▶ WHAT YOU ARE ASKED TO DO
Tally the lines below that hold the string "KOUYATE", and report the tally by itself.

▶

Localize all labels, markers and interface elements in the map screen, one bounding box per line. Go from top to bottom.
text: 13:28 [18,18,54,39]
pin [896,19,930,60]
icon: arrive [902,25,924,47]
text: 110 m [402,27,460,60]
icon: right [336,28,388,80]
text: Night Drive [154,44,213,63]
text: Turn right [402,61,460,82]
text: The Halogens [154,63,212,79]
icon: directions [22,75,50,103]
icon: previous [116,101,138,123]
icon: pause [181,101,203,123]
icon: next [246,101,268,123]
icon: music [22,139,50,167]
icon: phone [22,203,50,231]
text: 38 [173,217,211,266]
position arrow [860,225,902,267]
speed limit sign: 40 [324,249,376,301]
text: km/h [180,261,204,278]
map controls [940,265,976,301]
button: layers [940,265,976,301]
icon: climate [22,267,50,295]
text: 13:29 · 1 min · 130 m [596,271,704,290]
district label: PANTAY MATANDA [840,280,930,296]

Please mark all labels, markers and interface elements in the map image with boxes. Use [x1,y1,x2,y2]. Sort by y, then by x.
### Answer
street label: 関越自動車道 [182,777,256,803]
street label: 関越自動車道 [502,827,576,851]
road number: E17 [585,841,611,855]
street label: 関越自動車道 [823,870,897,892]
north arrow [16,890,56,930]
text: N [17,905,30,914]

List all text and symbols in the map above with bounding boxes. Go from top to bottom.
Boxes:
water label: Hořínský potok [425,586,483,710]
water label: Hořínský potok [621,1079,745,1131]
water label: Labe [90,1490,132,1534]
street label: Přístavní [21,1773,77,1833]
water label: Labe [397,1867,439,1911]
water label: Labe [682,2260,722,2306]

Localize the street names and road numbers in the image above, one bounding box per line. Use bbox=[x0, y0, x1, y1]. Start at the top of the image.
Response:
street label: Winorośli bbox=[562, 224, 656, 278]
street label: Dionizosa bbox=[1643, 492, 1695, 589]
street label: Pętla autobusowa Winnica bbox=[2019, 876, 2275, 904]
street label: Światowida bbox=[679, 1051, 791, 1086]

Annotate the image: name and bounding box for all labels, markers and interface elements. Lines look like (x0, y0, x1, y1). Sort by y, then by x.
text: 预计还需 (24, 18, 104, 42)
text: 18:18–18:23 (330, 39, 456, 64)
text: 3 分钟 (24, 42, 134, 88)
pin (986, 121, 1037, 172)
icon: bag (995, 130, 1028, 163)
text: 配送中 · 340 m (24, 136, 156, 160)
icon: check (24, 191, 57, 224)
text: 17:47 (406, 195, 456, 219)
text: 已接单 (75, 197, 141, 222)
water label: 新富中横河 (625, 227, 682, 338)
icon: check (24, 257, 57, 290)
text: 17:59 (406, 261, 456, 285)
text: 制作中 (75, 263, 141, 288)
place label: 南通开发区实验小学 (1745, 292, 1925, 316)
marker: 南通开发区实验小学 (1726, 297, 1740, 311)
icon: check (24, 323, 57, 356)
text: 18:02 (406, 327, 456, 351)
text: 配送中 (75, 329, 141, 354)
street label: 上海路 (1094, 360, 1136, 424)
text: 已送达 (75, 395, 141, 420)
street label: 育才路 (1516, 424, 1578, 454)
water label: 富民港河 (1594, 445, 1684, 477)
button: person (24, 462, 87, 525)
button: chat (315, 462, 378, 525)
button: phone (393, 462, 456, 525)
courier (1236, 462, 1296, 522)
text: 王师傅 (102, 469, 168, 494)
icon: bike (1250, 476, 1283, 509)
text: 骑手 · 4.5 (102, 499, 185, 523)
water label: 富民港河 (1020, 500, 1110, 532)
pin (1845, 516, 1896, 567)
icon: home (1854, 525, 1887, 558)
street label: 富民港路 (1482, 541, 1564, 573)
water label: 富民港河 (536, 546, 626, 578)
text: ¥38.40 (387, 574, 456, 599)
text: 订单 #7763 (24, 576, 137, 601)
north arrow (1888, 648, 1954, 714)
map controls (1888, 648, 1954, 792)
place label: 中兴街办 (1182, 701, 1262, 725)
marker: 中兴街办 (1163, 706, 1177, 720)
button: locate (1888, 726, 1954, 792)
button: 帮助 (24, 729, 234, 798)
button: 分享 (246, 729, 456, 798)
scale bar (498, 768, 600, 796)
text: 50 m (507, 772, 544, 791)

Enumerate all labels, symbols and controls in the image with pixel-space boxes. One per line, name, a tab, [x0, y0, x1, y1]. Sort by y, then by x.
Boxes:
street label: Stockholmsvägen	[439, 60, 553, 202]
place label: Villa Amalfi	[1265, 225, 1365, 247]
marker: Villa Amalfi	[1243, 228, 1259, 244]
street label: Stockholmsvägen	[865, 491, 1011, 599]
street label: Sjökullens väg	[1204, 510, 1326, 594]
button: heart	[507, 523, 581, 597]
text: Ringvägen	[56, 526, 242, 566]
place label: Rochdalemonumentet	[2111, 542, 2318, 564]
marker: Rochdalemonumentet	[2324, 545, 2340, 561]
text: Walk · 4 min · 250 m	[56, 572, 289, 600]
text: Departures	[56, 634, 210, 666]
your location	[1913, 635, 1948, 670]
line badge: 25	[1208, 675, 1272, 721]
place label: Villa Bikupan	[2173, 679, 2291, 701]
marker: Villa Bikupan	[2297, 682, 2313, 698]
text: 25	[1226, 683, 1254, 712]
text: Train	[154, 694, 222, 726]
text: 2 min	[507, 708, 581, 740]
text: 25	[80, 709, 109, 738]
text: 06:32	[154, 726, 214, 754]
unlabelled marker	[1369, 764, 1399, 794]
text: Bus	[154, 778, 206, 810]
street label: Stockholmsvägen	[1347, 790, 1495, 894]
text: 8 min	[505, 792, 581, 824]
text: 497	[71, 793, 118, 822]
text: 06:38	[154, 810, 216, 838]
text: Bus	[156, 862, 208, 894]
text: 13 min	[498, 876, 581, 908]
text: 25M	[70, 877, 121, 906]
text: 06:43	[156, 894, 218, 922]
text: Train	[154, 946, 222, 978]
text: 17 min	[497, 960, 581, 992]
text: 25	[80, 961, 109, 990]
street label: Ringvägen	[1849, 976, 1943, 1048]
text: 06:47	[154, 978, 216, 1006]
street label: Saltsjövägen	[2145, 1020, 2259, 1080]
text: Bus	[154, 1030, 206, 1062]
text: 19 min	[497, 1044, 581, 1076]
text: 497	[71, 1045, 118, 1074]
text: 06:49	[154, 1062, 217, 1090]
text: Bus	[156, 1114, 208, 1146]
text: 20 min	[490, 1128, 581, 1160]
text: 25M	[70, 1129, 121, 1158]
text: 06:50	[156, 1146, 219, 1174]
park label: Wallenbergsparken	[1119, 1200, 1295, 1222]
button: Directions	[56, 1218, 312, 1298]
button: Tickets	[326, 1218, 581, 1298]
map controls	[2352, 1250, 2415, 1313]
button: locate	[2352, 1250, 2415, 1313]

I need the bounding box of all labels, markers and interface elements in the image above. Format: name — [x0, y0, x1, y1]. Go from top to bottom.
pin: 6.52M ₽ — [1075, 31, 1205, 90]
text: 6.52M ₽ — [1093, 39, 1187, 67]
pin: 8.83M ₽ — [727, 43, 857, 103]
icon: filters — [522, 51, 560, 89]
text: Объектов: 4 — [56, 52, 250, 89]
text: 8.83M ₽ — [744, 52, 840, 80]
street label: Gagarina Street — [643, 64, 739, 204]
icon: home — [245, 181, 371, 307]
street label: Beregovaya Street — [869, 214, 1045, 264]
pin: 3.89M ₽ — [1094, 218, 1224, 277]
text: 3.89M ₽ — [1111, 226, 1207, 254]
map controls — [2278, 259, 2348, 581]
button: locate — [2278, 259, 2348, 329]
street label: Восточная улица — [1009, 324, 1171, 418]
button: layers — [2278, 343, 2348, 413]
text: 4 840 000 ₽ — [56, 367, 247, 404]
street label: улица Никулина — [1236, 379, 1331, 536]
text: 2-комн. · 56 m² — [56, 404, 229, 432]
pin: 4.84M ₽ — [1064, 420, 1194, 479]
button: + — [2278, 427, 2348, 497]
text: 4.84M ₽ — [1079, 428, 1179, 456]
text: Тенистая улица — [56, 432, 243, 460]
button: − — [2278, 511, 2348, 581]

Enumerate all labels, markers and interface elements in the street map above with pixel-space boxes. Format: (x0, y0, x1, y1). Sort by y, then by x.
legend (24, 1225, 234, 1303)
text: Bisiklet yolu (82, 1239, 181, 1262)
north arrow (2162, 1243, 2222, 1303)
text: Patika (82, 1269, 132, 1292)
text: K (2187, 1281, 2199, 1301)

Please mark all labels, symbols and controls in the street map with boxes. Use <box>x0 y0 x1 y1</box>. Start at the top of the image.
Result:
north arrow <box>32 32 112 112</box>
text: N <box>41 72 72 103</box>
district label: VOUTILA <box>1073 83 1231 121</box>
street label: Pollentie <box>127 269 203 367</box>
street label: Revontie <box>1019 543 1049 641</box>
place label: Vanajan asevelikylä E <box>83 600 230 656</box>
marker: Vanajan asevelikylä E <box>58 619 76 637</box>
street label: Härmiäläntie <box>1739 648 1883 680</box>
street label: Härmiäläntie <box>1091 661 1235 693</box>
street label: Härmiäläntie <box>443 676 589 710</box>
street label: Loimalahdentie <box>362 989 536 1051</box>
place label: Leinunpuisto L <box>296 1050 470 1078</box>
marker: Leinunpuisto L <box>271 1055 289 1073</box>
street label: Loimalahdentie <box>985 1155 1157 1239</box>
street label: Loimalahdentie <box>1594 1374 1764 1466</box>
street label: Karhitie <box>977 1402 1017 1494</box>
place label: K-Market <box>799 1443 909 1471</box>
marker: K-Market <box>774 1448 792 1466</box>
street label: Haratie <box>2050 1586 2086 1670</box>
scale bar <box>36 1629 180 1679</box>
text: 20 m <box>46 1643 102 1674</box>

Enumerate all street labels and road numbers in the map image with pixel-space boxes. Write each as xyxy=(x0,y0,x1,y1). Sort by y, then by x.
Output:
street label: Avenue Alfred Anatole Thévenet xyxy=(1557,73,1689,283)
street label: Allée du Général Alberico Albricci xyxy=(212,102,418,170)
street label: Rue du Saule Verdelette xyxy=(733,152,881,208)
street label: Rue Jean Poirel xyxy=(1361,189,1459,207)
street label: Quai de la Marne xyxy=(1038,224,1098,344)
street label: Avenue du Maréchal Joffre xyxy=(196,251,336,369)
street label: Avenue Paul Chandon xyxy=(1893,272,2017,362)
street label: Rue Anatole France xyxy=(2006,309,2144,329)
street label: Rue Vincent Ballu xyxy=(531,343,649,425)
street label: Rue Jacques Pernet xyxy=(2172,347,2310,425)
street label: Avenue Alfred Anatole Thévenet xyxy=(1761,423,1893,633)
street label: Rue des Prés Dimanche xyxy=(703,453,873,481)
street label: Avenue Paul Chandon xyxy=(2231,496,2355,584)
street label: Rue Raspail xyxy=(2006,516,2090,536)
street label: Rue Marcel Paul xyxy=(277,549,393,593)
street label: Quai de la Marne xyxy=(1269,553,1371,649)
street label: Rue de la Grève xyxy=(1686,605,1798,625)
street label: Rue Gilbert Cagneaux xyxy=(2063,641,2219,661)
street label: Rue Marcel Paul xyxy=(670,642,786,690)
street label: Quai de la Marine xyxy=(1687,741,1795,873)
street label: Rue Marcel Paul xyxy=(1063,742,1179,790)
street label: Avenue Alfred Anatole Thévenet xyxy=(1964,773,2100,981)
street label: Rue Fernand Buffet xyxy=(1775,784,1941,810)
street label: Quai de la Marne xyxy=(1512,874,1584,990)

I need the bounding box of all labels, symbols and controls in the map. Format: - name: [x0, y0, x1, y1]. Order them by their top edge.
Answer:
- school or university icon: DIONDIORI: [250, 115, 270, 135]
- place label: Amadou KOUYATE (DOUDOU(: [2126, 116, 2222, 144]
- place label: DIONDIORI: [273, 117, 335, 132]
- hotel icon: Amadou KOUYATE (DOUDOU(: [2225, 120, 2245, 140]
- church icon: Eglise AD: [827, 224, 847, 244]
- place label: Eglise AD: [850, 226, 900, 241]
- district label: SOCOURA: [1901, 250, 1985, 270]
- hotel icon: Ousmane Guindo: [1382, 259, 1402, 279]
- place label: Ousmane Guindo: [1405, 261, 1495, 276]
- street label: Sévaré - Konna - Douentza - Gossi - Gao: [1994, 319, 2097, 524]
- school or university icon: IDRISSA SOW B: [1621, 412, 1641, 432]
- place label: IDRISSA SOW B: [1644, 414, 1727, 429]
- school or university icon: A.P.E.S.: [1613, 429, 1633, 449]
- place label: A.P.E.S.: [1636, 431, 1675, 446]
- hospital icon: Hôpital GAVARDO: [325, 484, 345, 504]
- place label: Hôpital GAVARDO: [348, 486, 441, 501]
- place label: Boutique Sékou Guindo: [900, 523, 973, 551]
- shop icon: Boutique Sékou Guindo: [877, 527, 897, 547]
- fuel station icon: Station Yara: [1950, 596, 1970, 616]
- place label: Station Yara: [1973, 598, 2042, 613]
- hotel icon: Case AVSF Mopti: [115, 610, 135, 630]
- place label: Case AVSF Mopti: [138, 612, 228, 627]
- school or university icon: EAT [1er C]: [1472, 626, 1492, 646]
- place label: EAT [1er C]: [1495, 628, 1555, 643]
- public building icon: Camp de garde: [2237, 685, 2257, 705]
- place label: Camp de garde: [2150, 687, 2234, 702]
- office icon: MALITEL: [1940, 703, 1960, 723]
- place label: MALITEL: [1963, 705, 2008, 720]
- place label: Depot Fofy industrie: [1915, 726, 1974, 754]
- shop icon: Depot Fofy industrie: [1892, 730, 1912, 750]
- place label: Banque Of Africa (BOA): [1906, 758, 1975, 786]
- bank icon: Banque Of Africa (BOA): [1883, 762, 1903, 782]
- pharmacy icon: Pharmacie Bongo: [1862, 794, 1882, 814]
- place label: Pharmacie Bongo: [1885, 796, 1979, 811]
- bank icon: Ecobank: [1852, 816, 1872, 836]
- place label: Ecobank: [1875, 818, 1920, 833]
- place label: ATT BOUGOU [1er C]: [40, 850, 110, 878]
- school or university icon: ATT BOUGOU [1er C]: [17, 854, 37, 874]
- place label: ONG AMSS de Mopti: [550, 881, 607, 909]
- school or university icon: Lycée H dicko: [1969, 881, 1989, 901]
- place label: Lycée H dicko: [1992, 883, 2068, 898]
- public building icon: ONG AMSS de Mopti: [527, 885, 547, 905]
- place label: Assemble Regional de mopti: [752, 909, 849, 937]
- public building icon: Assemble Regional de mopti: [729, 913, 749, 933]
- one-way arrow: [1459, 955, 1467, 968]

◀

▶ ANSWER BELOW
2